Off Duty Mom

Thoughts from an exhausted mom who is NEVER really "off duty"

Coulda Done Without…

Tell me, friends:  who among us cannot appreciate the beauty in the little things in life?

Ah, the beauty of the world around us.  Some days I just can't fucking find it.

Ah, the beauty of the world around us. Some days I just can’t fucking find it

I can’t.

Sometimes even the voices in my own head are of people I’d like to punch in the trachea.

The past two days have been days like that.  I have felt a permanent snarl on my face.  It isn’t iconic like Billy Idol’s or quirky like Elvis’ or cute like a puppy’s.  It is the physical manifestation of disappointment in the human race.  It is the muscular byproduct of my involvement in a culture of stupidity.

Let’s explore some things that are wacky, ridiculous, senseless or just generically aggravating for thinking people.

Strange Days, indeed

Strange Days, indeed

1.  Television.  I have before chronicled my irritation with some modern-day children’s programming.  What has happened?  Where are the Snorks?  Can I get some Great Space Coaster up in here?  I miss my Electric Company.  I feel sorry for kids today who will never learn who is “bouncing here and there and everywhere,” with “high adventure that’s beyond compare.”

2.  Modern technology and inventions.  Now, I am not going to bitch about kids who try sexting, or about the problems with Windows 8.  I am going to complain about the inventions of items such as antenna balls, the Snuggie, the ShamWow, The Shake Weight, the Flowbee, the KFC “Double Down,” and the laser disc.  Where are we going, world?  I don’t want to know what is next up for a world that has invented the wearable DVD player, “Two Broke Girls,” and those little decorative pieces of junk that you cram in the holes of your equally stupid Crocs.

3.  Baby Names from Mars.  What are some of you thinking?  Now, I am really sorry if you are the proud mother of an Orangejello, Nevaeh, Q’Daunteus, Le-A, Yummalewis, Princess, Rambo, Angelbaby, Cha Cha, Kredonshea, Sugar, Zither or Falopiana.  Actually, I am sorrier for your kids.

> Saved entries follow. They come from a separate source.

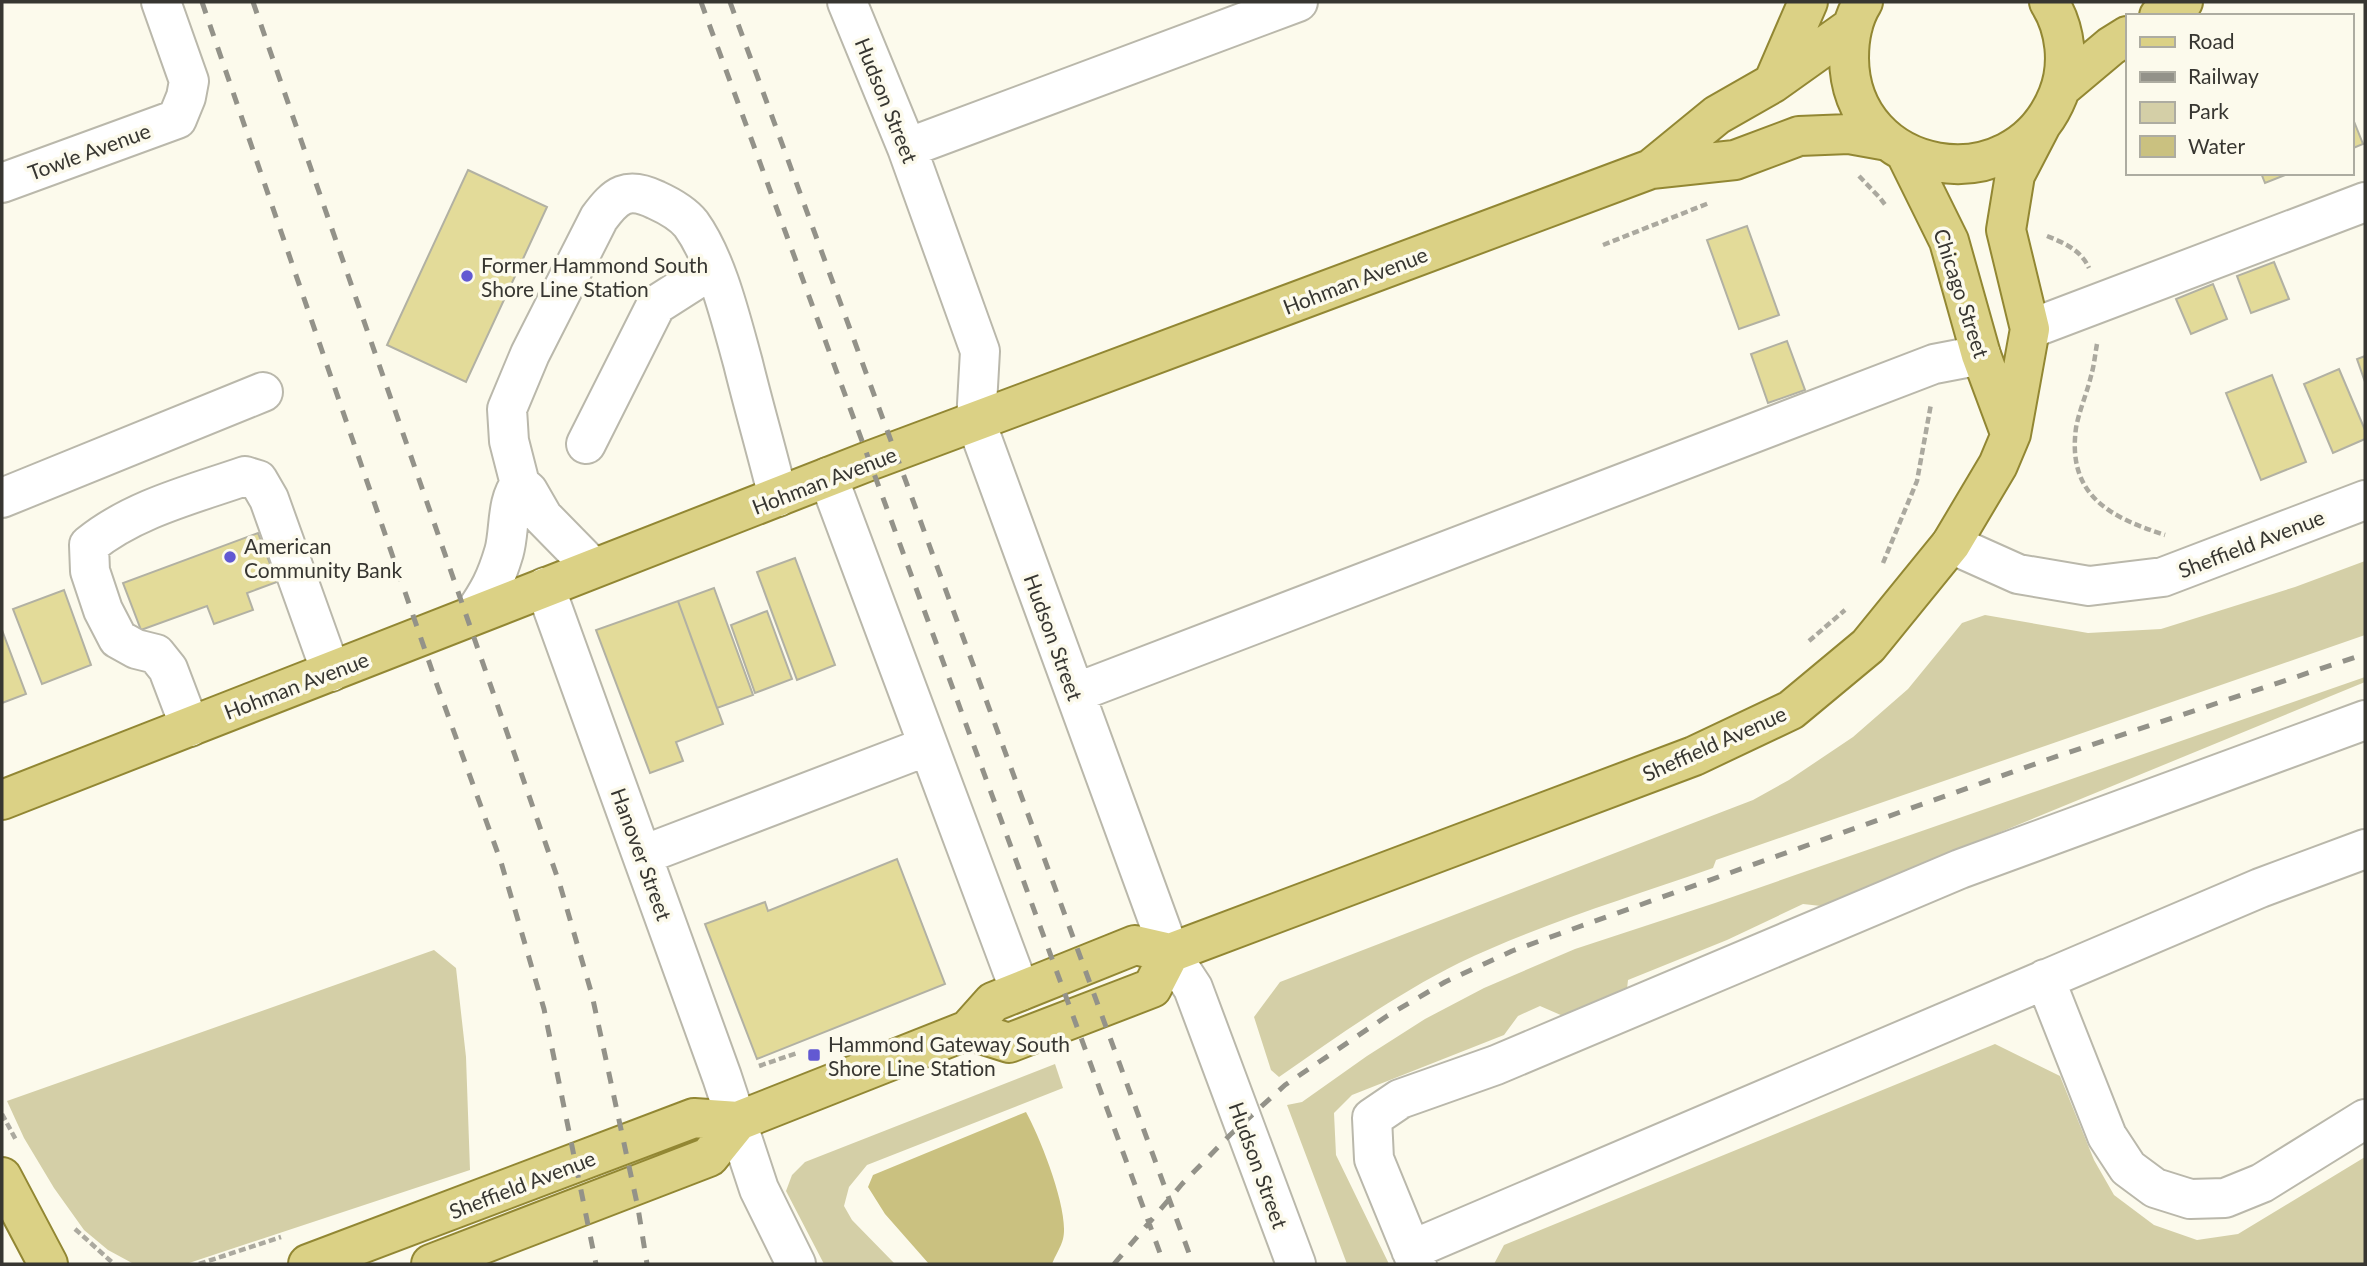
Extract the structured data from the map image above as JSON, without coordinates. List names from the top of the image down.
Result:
{
  "streets": {
    "main road": ["Hohman Avenue", "Chicago Street", "Sheffield Avenue"],
    "street": ["Hudson Street", "Towle Avenue", "Hanover Street"]
  },
  "crossings": [
    ["Hudson Street", "Hohman Avenue"],
    ["Hudson Street", "Sheffield Avenue"],
    ["Hohman Avenue", "Chicago Street"],
    ["Hohman Avenue", "Hanover Street"],
    ["Chicago Street", "Sheffield Avenue"],
    ["Sheffield Avenue", "Hanover Street"]
  ],
  "places": {
    "other": ["Former Hammond South Shore Line Station", "American Community Bank"],
    "transit": ["Hammond Gateway South Shore Line Station"]
  },
  "legend": [
    "Road",
    "Railway",
    "Park",
    "Water"
  ]
}
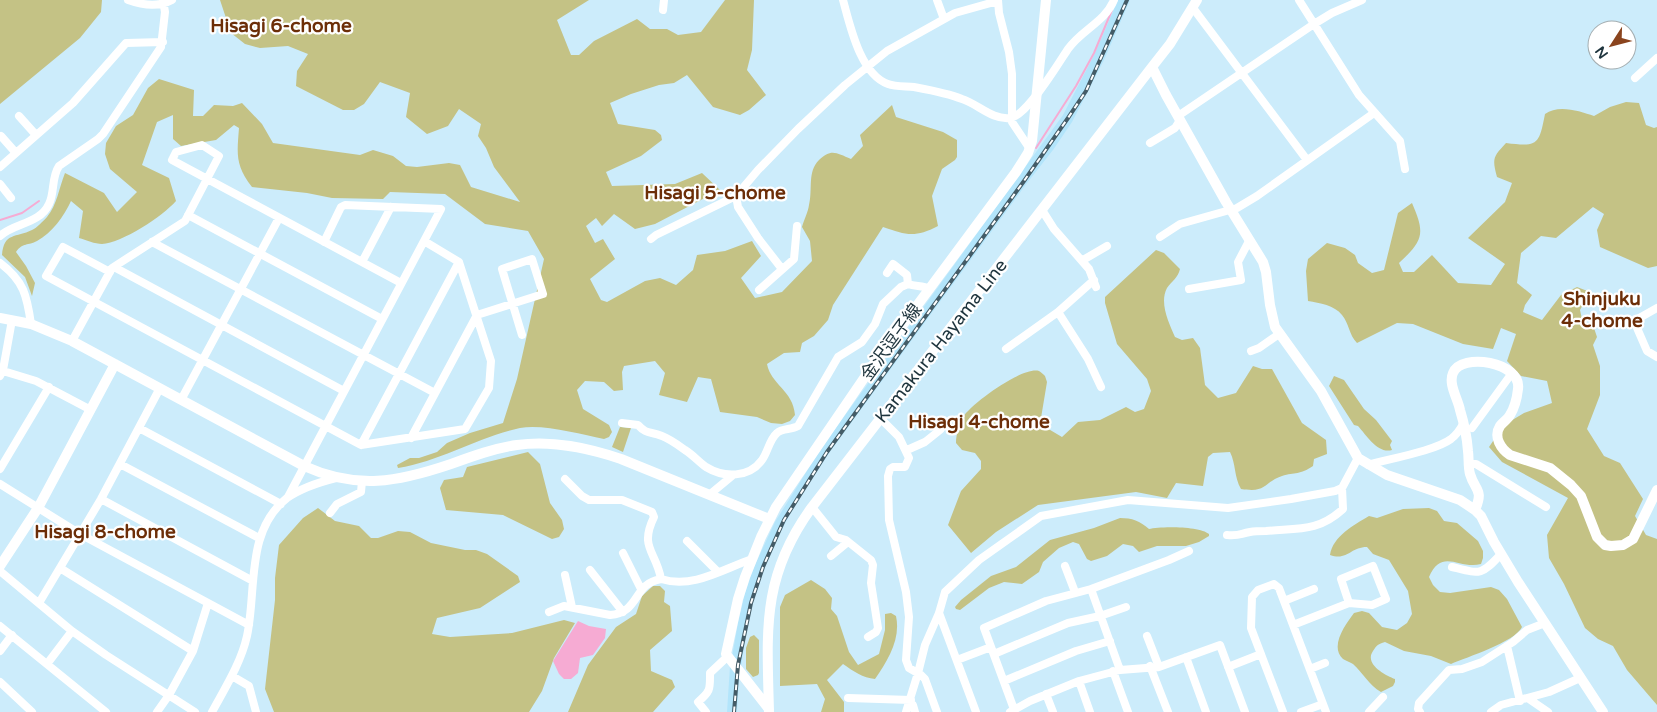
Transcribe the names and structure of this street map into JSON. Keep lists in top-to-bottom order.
{
  "streets": {
    "street": ["Kamakura Hayama Line", "金沢逗子線"]
  },
  "districts": [
    "Hisagi 6-chome",
    "Hisagi 5-chome",
    "Shinjuku 4-chome",
    "Hisagi 4-chome",
    "Hisagi 8-chome"
  ],
  "north": "bottom left"
}
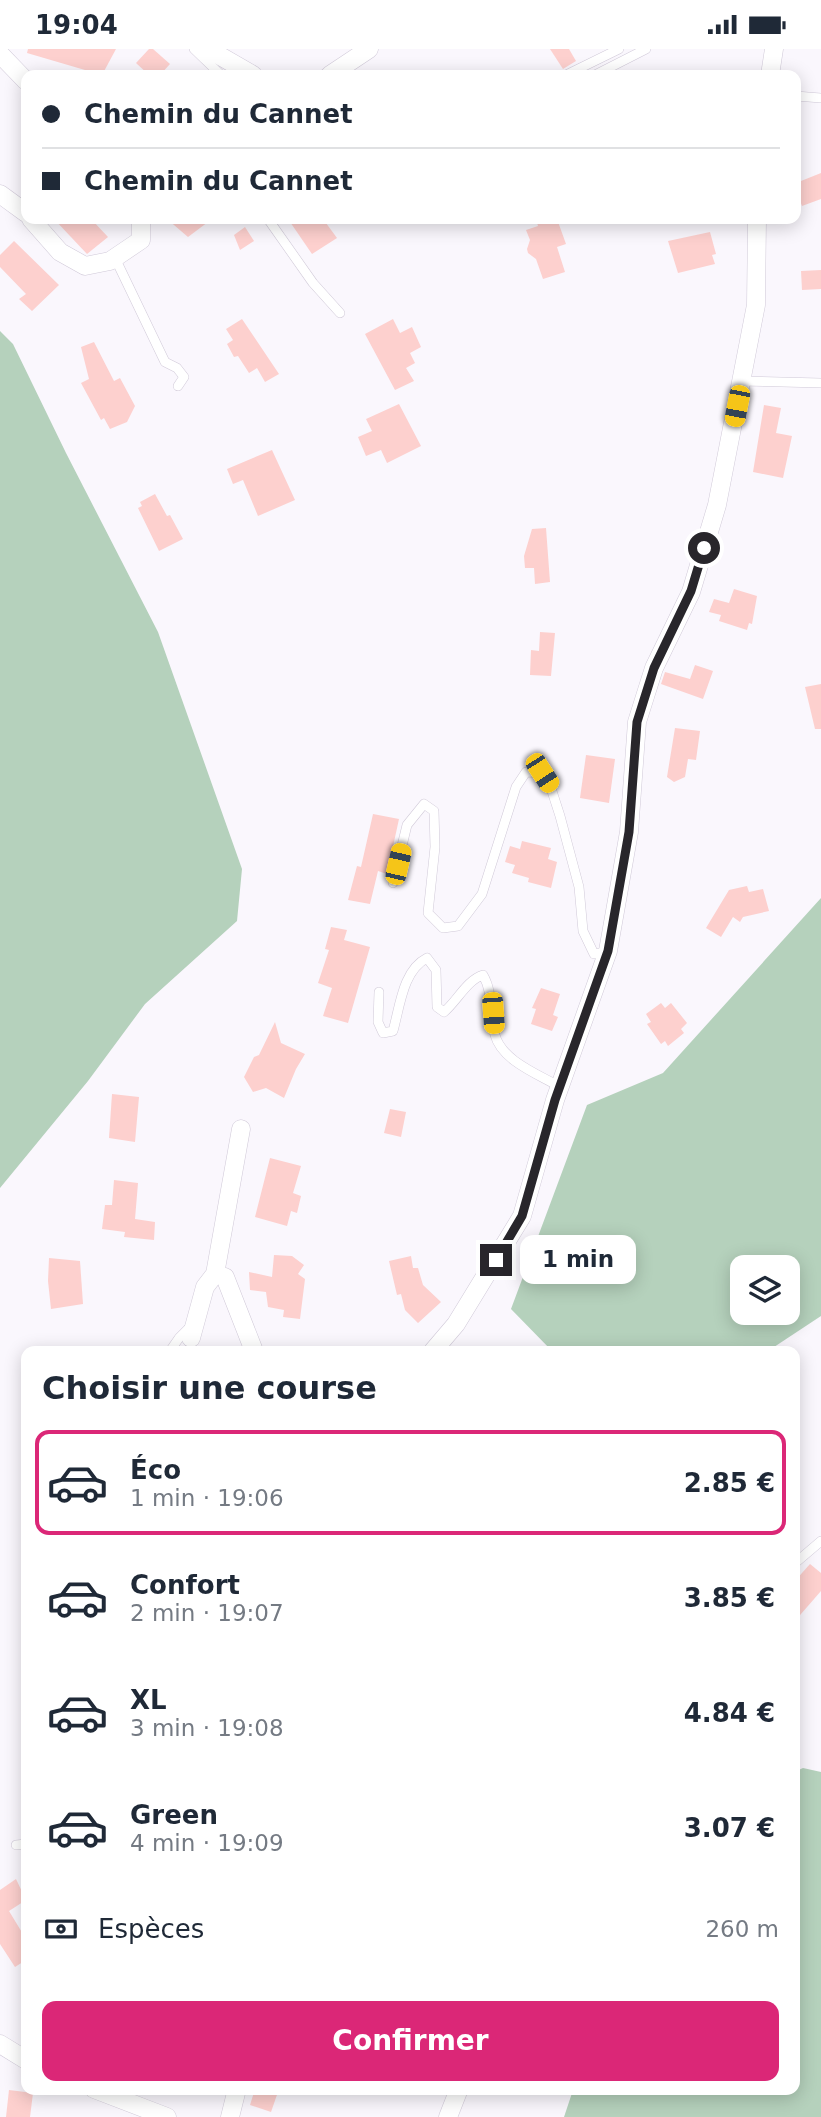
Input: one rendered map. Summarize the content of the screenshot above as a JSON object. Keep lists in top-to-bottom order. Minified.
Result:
{"page":{"status":"19:04","banner":["Chemin du Cannet","Chemin du Cannet"],"bubble":"1 min","heading":"Choisir une course","list":[{"name":"Éco","note":"1 min · 19:06","value":"2.85 €"},{"name":"Confort","note":"2 min · 19:07","value":"3.85 €"},{"name":"XL","note":"3 min · 19:08","value":"4.84 €"},{"name":"Green","note":"4 min · 19:09","value":"3.07 €"}],"pay":["Espèces","260 m"],"buttons":"Confirmer"}}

4.  Prissy Drinkers.  When I was in college, I was repeatedly annoyed by girls who would go to frat parties and not be willing to drink beer.  “I don’t liiiiiike beer,” they’d twirl their hair and whine.  Really, assclown?  You came to a FRAT PARTY.  Oh, yes, Sweet Cheeks, let me get you a Pomegranate Cosmo.  You’re 19.  Drink Schlitz with the rest of the crew.  And, get your hands on that barrel and your feet in the air and be fun, dammit.

5.  The Discriminatory Childless.  Everyone’s an expert, right?  There is no shortage of people out there who have no children of their own, but who will roll eyes, scoff, or even offer unwelcome advice about you and your kids.  Now, I used to be one of the Discriminatory Childless.  And, then I had two kids.  And, now I am sorry to that mother I yelled at at Wal-Mart that one time.

Tell that to the perky-perks.

Tell that to the perky-perks.

6.  The Habitually Optimistic.  I am a grump by nature.  It is just who I am.  My husband asks me all the time “what’s wrong” or mentions, sweetly of course, that I “look miserable.”  Most of the time I am not what I would say is “miserable.”  But, I am adorably misanthropic.  Well, at least that is how I like to think of myself.  But nothing makes me grumpier than when I am faced with a perky, doe-eyed happy-cat.  You know the type.  Ever see “Office Space?”  I think about “Accounts Payable, Nina Speaking…JUST a moment!” repeated enough times to make me want to vomit all over her rainbow-colored world.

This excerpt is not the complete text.